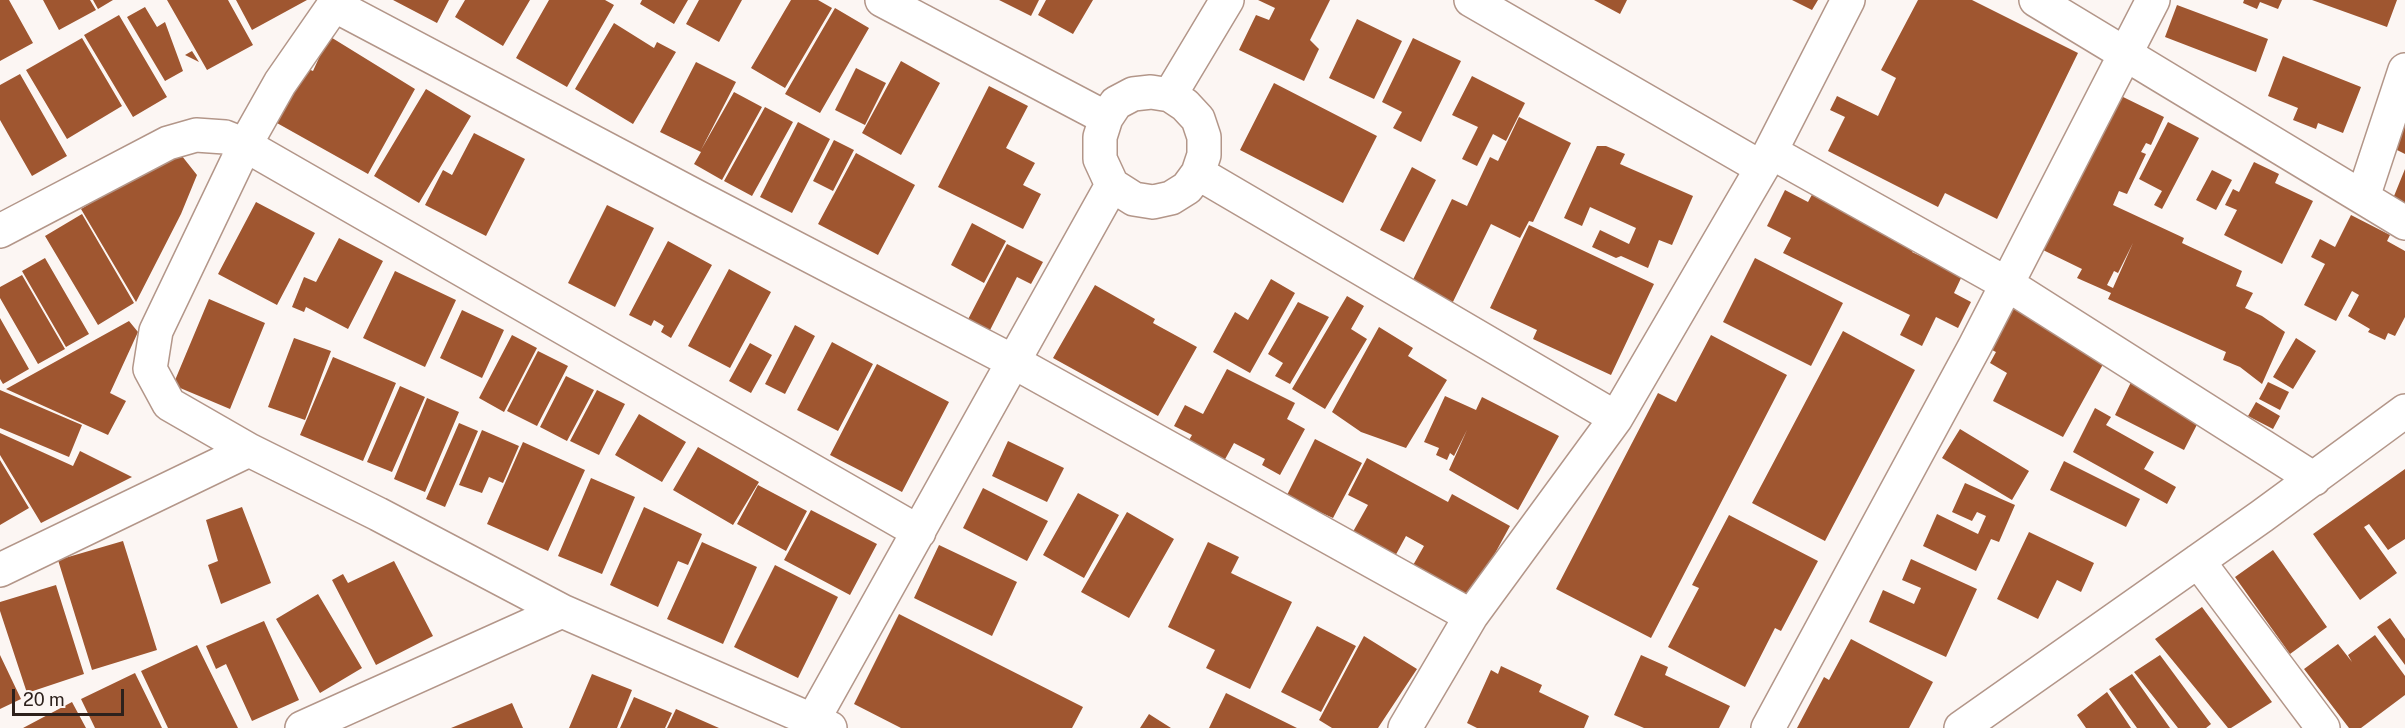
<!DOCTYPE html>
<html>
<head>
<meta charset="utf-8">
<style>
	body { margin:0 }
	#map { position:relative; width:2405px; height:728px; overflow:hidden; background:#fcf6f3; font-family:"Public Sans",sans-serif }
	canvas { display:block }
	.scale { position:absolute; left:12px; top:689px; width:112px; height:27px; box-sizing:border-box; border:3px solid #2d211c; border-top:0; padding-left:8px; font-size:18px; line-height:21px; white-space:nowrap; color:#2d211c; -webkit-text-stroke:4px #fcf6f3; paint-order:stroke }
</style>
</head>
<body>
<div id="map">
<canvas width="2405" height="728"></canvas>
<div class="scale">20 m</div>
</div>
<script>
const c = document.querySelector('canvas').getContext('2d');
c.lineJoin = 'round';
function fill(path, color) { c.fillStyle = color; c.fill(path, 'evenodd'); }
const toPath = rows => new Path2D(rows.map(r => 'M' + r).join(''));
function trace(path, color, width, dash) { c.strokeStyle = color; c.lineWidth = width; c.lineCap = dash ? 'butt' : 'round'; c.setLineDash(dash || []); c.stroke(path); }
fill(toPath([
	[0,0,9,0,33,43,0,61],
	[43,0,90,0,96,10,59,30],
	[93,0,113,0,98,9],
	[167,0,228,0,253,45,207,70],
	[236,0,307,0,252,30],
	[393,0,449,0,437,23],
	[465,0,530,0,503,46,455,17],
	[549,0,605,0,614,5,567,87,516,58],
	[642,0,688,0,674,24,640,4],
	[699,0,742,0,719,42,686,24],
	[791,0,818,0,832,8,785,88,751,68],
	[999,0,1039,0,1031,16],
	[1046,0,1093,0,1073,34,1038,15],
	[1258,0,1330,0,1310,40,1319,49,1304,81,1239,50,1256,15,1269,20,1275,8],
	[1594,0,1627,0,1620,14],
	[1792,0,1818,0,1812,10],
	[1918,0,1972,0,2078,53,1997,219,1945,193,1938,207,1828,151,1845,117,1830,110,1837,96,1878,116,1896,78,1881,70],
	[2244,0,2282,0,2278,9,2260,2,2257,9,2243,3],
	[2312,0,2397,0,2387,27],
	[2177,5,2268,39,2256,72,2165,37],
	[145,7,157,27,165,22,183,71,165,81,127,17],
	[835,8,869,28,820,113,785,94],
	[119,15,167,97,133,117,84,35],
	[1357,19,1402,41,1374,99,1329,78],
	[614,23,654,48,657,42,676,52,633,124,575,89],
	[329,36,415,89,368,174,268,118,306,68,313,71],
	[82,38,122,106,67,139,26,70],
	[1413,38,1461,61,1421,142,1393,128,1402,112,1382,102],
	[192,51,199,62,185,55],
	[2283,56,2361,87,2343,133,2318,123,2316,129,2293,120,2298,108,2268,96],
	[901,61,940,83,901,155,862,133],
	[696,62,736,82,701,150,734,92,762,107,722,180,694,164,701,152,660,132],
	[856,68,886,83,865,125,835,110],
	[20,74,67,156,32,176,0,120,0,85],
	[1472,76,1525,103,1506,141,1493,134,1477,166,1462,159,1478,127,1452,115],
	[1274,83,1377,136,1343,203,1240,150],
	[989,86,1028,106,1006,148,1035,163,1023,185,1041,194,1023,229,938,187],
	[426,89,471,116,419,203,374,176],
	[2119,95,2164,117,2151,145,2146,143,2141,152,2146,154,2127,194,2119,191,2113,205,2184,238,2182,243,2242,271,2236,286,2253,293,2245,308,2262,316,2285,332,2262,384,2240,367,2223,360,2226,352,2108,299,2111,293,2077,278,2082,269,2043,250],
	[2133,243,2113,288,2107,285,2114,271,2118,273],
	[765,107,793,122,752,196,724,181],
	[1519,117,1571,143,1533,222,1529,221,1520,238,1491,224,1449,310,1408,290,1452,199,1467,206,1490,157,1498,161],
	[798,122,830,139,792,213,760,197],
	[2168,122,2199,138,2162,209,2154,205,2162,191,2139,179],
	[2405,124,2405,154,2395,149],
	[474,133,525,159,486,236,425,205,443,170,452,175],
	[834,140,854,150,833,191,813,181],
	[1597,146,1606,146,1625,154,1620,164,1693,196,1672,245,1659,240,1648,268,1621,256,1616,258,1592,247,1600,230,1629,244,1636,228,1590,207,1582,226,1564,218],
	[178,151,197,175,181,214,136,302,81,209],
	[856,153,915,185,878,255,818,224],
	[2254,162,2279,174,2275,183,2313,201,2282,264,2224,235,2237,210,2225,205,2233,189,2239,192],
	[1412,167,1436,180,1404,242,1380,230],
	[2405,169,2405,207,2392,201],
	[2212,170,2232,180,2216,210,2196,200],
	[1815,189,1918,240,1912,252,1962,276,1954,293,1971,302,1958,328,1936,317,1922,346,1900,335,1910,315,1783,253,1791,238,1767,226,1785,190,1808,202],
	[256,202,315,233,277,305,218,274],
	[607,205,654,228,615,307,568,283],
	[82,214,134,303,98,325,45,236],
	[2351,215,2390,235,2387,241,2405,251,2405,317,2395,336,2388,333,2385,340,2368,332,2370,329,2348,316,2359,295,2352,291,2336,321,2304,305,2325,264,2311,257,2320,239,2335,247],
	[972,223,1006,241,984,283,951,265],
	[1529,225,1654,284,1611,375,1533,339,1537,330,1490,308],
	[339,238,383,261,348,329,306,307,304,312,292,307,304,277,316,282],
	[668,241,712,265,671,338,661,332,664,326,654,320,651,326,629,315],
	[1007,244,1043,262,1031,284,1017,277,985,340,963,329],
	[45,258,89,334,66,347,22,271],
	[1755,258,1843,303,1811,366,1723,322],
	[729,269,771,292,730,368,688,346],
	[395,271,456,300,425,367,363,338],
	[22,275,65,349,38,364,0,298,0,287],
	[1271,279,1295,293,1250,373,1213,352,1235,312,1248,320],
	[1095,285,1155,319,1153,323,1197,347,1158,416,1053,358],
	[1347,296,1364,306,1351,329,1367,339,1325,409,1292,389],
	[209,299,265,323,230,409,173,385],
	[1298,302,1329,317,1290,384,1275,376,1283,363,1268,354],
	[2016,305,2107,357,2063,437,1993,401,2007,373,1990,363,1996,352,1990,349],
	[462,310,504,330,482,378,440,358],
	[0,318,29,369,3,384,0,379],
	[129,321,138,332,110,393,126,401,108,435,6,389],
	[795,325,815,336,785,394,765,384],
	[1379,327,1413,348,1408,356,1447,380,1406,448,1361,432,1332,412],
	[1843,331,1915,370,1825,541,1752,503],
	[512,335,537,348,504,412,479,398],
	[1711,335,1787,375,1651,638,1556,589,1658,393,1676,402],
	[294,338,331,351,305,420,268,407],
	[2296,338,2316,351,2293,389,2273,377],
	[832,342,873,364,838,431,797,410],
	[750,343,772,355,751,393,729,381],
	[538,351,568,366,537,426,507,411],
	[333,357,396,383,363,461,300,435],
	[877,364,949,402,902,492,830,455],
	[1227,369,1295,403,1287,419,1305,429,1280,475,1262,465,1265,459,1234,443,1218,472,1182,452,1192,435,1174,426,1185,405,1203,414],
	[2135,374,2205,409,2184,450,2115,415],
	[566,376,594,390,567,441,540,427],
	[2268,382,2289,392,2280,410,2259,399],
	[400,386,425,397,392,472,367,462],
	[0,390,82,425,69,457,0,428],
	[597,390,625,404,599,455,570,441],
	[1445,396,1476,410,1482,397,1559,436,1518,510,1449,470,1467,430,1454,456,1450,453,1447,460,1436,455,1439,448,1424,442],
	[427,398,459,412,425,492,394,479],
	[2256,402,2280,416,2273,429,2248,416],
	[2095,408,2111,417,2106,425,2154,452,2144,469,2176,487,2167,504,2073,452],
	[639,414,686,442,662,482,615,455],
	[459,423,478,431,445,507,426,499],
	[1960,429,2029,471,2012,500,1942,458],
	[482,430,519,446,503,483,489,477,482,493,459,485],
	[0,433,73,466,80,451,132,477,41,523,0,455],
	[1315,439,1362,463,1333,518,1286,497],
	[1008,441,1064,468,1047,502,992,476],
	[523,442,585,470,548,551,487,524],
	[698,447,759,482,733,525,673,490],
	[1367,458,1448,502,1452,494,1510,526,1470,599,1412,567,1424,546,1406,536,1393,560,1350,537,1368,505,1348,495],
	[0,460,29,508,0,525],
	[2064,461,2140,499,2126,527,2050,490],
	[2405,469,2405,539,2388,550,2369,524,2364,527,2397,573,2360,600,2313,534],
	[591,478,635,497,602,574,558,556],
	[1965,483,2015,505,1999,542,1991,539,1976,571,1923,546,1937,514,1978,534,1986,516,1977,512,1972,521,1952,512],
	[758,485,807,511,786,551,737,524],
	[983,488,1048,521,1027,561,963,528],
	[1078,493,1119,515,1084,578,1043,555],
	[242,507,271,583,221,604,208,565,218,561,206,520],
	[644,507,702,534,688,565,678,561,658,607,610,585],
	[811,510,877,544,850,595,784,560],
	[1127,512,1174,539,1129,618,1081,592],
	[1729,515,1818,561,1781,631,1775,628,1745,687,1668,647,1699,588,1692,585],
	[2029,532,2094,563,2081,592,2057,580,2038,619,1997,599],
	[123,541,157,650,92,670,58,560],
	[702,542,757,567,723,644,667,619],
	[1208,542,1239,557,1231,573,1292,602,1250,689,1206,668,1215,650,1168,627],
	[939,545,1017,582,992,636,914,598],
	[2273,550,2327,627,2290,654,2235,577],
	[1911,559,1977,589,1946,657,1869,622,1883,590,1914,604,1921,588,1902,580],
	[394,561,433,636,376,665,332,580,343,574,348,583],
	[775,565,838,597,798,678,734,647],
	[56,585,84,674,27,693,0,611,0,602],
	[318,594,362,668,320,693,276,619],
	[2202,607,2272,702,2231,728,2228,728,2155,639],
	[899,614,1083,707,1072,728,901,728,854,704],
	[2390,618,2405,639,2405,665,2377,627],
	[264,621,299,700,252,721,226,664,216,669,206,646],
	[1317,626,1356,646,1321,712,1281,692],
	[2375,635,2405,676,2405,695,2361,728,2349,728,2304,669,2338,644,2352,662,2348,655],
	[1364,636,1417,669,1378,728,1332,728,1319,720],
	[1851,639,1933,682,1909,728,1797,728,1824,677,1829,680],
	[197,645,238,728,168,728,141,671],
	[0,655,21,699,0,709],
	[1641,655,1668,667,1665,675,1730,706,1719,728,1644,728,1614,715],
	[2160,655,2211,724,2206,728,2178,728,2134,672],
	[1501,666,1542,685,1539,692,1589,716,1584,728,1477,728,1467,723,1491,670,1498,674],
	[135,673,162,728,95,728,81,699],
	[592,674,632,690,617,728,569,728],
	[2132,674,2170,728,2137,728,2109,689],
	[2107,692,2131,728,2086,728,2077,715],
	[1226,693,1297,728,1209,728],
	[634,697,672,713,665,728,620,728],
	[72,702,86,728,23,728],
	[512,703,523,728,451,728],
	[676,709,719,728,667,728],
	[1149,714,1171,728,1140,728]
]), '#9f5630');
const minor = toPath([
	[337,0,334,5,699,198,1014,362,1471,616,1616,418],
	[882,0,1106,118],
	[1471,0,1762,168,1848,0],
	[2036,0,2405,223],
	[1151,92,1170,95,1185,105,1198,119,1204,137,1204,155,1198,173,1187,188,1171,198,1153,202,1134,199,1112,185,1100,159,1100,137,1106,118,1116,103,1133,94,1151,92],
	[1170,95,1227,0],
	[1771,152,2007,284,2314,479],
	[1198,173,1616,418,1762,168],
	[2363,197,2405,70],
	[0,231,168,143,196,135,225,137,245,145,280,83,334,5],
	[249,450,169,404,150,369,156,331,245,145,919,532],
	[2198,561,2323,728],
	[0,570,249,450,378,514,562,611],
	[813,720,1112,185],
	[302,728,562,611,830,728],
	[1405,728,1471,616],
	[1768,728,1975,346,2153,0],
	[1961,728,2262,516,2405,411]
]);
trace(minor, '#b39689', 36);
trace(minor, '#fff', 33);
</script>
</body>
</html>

* * *

WHAT IS REQUIRED :: Look through the data above and report every line in which "scale" appears.

TASK SOLUTION ::
	.scale { position:absolute; left:12px; top:689px; width:112px; height:27px; box-sizing:border-box; border:3px solid #2d211c; border-top:0; padding-left:8px; font-size:18px; line-height:21px; white-space:nowrap; color:#2d211c; -webkit-text-stroke:4px #fcf6f3; paint-order:stroke }
<div class="scale">20 m</div>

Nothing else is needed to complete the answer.